::: EXTRACTED ENTRIES
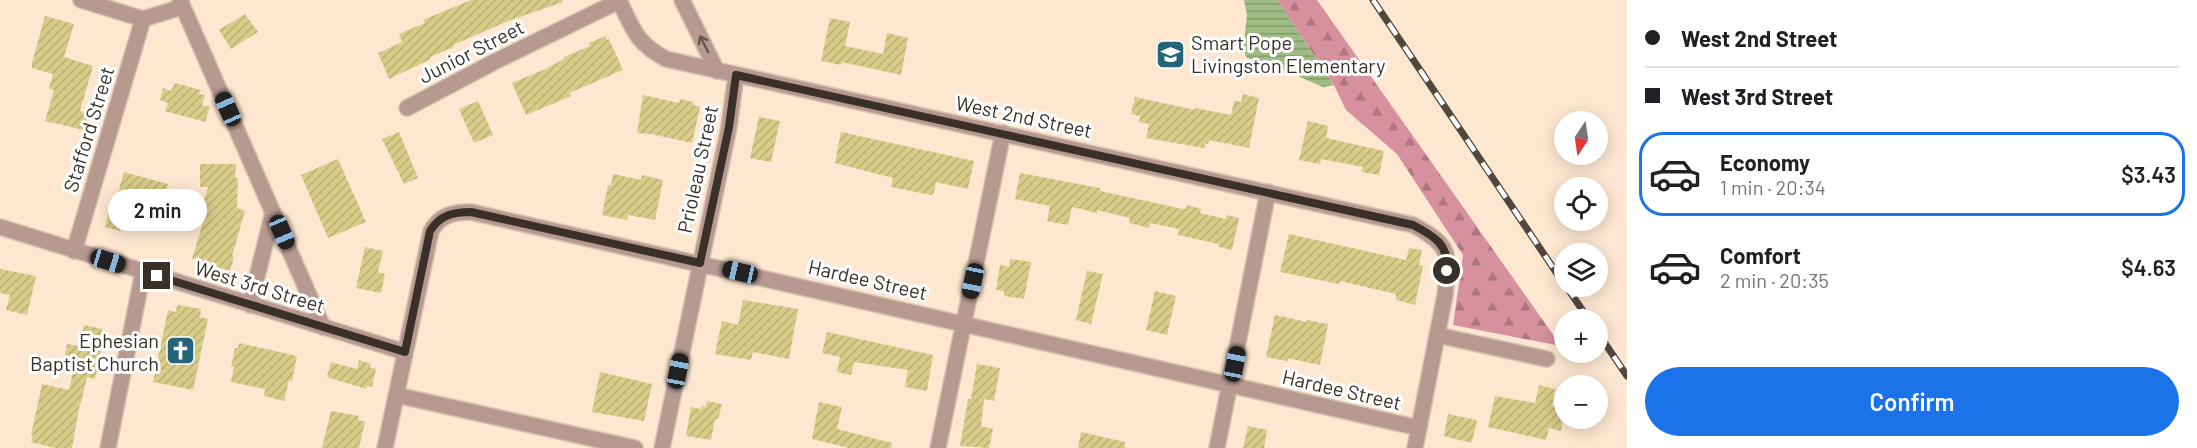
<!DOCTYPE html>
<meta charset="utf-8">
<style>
:root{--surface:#fff;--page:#f6f6f6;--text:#202124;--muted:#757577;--line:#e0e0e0;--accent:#1a73e8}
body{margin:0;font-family:Barlow,sans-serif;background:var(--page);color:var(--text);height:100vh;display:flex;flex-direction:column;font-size:22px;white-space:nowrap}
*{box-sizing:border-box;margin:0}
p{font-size:20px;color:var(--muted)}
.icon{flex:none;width:33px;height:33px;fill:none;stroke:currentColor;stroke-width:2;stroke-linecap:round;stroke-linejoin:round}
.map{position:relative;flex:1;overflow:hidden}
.panel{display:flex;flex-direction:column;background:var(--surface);width:570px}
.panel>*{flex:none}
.guide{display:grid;align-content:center;height:132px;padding:0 18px;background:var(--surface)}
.needle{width:39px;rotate:193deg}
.buttons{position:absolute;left:1554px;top:111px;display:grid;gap:12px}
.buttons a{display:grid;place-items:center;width:54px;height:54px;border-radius:50%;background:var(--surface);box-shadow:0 3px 15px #0003;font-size:30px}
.end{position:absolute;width:27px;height:27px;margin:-14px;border:8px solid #393129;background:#fff;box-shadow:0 0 0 3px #fff}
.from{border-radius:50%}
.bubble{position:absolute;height:42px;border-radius:21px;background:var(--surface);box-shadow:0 3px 15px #0003;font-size:20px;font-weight:600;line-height:42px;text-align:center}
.car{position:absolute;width:18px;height:36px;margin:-18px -9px;border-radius:8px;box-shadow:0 0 4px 2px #0007;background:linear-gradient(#222 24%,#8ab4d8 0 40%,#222 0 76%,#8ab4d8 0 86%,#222 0)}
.guide b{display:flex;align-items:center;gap:21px;height:57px;font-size:22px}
.guide b+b{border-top:2px solid var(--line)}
.guide i{width:15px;height:15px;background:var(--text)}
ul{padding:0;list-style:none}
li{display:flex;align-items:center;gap:18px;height:84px;margin:0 12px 9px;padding:0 6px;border:3px solid transparent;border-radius:24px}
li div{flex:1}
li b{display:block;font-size:22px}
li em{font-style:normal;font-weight:600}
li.selected{border-color:var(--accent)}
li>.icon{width:54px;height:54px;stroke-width:1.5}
.button{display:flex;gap:12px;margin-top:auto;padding:12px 18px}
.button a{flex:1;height:69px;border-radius:36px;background:var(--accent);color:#fff;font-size:24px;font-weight:600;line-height:69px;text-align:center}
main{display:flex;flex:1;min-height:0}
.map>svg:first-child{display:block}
.forest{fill:url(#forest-firs)}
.water{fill:url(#water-rules)}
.building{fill:url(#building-hatch)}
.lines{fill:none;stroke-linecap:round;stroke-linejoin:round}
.minor-casing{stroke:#d6c3af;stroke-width:18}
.minor{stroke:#b89990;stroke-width:15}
.rail-casing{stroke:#51473d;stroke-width:7}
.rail{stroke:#fff;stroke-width:4.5;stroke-dasharray:14;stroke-linecap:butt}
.oneway{stroke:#65554d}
.route{stroke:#393129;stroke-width:8}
.labels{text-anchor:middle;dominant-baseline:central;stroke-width:6;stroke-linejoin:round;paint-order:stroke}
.poi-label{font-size:20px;fill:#393129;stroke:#fff;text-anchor:start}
.street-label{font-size:20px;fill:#393129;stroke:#fff}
</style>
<main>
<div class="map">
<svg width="1627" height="448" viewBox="0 0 1627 448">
<defs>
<pattern id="forest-firs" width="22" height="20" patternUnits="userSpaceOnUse" patternTransform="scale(1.5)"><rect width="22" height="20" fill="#d690a0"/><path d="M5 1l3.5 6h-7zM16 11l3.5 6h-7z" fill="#af7682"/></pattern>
<pattern id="water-rules" width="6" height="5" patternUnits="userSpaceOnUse" patternTransform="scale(1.5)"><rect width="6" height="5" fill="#9dbd82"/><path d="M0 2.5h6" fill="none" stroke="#819a6a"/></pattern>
<pattern id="building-hatch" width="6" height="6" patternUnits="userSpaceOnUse" patternTransform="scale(1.5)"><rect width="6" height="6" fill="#d8cc89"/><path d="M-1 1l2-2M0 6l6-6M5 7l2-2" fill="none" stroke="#bab076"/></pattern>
</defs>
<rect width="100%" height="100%" fill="#fde7d1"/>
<!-- forest -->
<polygon class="forest" points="1277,0 1317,0 1561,346 1453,325 1463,255 1397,154 1346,110 1334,85"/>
<!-- water -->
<polygon class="water" points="1244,0 1277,0 1334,85 1323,87 1270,64 1247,58 1243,50 1247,15"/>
<!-- building -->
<g class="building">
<polygon points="471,0 562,0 563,2 508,21 453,45 454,47 430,57 431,59 389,79 378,53 402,42 399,34 425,23 423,20"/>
<polygon points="245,14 258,32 231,49 219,30"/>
<polygon points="45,16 74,24 64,57 93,66 80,111 89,114 84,130 45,121 54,90 49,88 53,74 32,68 32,63"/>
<polygon points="830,18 850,22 845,46 883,54 887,33 908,38 901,75 842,62 841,65 821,61"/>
<polygon points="606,36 607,40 609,39 623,70 569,93 571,96 526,115 512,83 543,70 564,59 564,57 590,46 589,43"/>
<polygon points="175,83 201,90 199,94 205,95 202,105 210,107 205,122 165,111 168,103 160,100 163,88 171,91"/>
<polygon points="1243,94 1259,98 1249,148 1209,140 1208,144 1205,143 1204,148 1146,138 1149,124 1139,122 1140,116 1131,114 1135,97 1195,110 1195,108 1231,115 1234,101 1241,102"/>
<polygon points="643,95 679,103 680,99 693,102 694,105 700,107 692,143 651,134 637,133"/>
<polygon points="478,101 493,135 474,143 459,109"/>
<polygon points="759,117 780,121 771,162 750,158"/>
<polygon points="1308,121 1328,126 1326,138 1384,151 1379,175 1362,172 1363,167 1321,159 1320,164 1299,160"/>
<polygon points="399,132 418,178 404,184 382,139"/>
<polygon points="841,132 974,161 968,189 936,182 934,193 931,195 891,187 893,178 835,163"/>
<polygon points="338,159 366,222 328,238 301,175"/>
<polygon points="200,164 236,164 235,178 238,178 237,208 245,211 232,256 234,257 230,271 192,259 203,222 198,220 208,187 200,187"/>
<polygon points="124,172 168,184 163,201 138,195 133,214 125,212 120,231 105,227 113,196 117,197"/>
<polygon points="1020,173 1100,188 1100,191 1183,209 1186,209 1187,205 1201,209 1200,213 1226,219 1226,215 1239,218 1232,250 1219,247 1219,244 1178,235 1179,229 1150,223 1149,228 1129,223 1130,218 1097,210 1097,213 1072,207 1068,225 1047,221 1050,206 1015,199"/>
<polygon points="613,174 641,180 642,175 663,180 655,220 628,215 627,220 602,215 608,185 611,185"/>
<polygon points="1289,234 1406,260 1409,248 1422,250 1419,265 1423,266 1415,305 1396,300 1396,294 1340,281 1339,284 1280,272"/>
<polygon points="365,247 383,251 378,272 385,274 381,293 356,288"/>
<polygon points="1010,259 1031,262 1024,299 1004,296 1004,291 996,290 1000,265 1009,267"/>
<polygon points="0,269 36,276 27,315 6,310 10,295 0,293"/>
<polygon points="1087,271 1103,274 1091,324 1076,320"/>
<polygon points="1155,291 1176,296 1167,335 1146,330"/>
<polygon points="743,300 798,309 789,359 753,352 751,360 715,354 722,321 738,325"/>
<polygon points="177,305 201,309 200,317 208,319 193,390 153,382 168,310 176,312"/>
<polygon points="1275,315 1307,322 1307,320 1328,324 1320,365 1288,358 1287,361 1266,357"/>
<polygon points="84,325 102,329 98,350 101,351 95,379 87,377 81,403 80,403 72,448 55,448 31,442 33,436 31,435 42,384 69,390 75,362 64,359 67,344 79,346"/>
<polygon points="827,332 933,355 927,391 905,387 908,370 854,362 851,375 837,372 840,357 822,353"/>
<polygon points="239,343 297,356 292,381 289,380 284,401 264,396 265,389 231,382 234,367 231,367 235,348 238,348"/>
<polygon points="359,360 371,364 370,368 376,369 372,387 367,386 366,389 327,377 331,362 357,369"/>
<polygon points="977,364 1000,368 994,401 984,399 981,426 993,429 989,448 960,446 968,399 971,399"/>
<polygon points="600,372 652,384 644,421 592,412"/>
<polygon points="1539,385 1555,389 1552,406 1564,409 1561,431 1549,428 1546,440 1488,427 1495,396 1535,403"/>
<polygon points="707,401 722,404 718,419 715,419 711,440 686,436 691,407 701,409 702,406 706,407"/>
<polygon points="819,402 842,407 837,429 892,443 891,448 849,448 812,439"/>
<polygon points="331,411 359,416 358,420 365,422 359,448 322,448"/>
<polygon points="1448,414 1477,420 1472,443 1444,436"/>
<polygon points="1248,426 1267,430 1264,448 1243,448"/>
<polygon points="1081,432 1125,442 1125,448 1078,448"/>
</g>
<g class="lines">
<defs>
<g id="minor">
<polyline points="81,0 143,19 182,7"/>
<polyline points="180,0 323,327"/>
<path d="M619 0C633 29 636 43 666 59L1413 225C1452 246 1449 253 1445 295L1415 448"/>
<polyline points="682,0 717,71"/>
<polyline points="407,108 496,61 619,1"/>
<polyline points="0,227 405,352"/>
<polyline points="74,251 143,19"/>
<polyline points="250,305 273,212"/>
<polyline points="1437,335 1547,359"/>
<polyline points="396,395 635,448"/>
<polyline points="108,448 143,272"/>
<path d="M385 448 431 231C440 215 453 212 471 212L1419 428"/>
<polyline points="662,448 729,127 736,75"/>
<polyline points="938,448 1003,133"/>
<polyline points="1217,448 1268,192"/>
</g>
</defs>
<!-- minor casing -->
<use href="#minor" class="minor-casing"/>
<!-- minor -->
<use href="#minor" class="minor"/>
<defs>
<g id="rail">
<polyline points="1373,0 1564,284"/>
<polyline points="1566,286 1589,320"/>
<polyline points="1598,333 1627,376"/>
</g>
</defs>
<!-- rail casing -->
<use href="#rail" class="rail-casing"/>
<!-- rail -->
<use href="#rail" class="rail"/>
</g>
<!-- one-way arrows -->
<defs><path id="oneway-shaft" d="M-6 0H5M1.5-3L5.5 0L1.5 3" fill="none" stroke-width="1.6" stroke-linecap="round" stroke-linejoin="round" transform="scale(1.5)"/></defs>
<use class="oneway" href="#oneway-shaft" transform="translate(704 44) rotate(-117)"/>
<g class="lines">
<!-- route -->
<path class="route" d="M157 276 405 352 430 231C440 215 453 212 471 212L700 263 729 127 736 75 1413 225C1434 236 1449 244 1447 271"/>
</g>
<!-- icons -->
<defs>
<symbol id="school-square" viewBox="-11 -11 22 22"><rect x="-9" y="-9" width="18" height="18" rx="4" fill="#256379" stroke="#fff"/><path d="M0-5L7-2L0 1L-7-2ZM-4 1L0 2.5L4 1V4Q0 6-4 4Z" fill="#fff"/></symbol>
<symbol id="church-square" viewBox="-11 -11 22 22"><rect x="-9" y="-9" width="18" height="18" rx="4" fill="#256379" stroke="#fff"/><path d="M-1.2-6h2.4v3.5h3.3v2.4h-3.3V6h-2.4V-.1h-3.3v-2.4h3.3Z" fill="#fff"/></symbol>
</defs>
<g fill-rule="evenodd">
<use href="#school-square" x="1154" y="38" width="33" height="33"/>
<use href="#church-square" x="164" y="334" width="33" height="33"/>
</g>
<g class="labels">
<!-- poi labels -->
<g class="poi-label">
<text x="1191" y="42">Smart Pope<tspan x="1191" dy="23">Livingston Elementary</tspan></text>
<text x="159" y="340" text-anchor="end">Ephesian<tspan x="159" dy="23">Baptist Church</tspan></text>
</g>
<!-- street labels -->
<g class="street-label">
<text transform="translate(471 51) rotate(-27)">Junior Street</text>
<text transform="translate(1024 116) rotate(12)">West 2nd Street</text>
<text transform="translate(88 129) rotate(-73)">Stafford Street</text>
<text transform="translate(697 169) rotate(-78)">Prioleau Street</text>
<text transform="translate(868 279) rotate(13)">Hardee Street</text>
<text transform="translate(260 286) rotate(17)">West 3rd Street</text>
<text transform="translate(1342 389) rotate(13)">Hardee Street</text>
</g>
</g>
</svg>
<div class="buttons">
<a><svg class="needle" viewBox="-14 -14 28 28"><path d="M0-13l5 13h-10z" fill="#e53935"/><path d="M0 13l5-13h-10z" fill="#757577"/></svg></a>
<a><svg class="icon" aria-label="locate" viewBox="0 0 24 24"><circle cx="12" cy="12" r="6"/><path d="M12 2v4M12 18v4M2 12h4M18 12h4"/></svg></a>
<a><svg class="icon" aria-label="layers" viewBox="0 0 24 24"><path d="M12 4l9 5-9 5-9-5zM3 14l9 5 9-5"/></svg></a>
<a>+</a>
<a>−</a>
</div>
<i class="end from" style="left:1447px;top:271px"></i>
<i class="end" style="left:157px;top:276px"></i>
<div class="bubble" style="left:108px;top:189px;width:99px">2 min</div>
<i class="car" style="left:228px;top:109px;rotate:336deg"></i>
<i class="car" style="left:282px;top:232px;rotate:157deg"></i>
<i class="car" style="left:108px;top:261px;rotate:107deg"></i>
<i class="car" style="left:740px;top:272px;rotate:283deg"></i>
<i class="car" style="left:973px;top:281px;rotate:192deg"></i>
<i class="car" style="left:1235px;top:364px;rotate:11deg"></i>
<i class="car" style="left:678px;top:371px;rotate:11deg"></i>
</div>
<section class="panel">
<div class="guide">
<b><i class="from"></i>West 2nd Street</b>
<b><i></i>West 3rd Street</b>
</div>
<ul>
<li class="selected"><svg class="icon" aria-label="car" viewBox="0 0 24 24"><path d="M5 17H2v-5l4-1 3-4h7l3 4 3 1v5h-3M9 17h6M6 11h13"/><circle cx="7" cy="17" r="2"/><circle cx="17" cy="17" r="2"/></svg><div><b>Economy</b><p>1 min · 20:34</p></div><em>$3.43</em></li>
<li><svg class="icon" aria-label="car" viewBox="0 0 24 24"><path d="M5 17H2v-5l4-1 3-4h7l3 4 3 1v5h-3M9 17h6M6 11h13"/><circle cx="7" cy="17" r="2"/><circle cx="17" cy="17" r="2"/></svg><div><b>Comfort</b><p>2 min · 20:35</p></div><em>$4.63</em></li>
</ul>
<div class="button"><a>Confirm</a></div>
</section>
</main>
::::::
REQUIRED WORK: When a line in the material above includes the word "radius", copy that line.

EXERCISE OUTPUT:
.buttons a{display:grid;place-items:center;width:54px;height:54px;border-radius:50%;background:var(--surface);box-shadow:0 3px 15px #0003;font-size:30px}
.from{border-radius:50%}
.bubble{position:absolute;height:42px;border-radius:21px;background:var(--surface);box-shadow:0 3px 15px #0003;font-size:20px;font-weight:600;line-height:42px;text-align:center}
.car{position:absolute;width:18px;height:36px;margin:-18px -9px;border-radius:8px;box-shadow:0 0 4px 2px #0007;background:linear-gradient(#222 24%,#8ab4d8 0 40%,#222 0 76%,#8ab4d8 0 86%,#222 0)}
li{display:flex;align-items:center;gap:18px;height:84px;margin:0 12px 9px;padding:0 6px;border:3px solid transparent;border-radius:24px}
.button a{flex:1;height:69px;border-radius:36px;background:var(--accent);color:#fff;font-size:24px;font-weight:600;line-height:69px;text-align:center}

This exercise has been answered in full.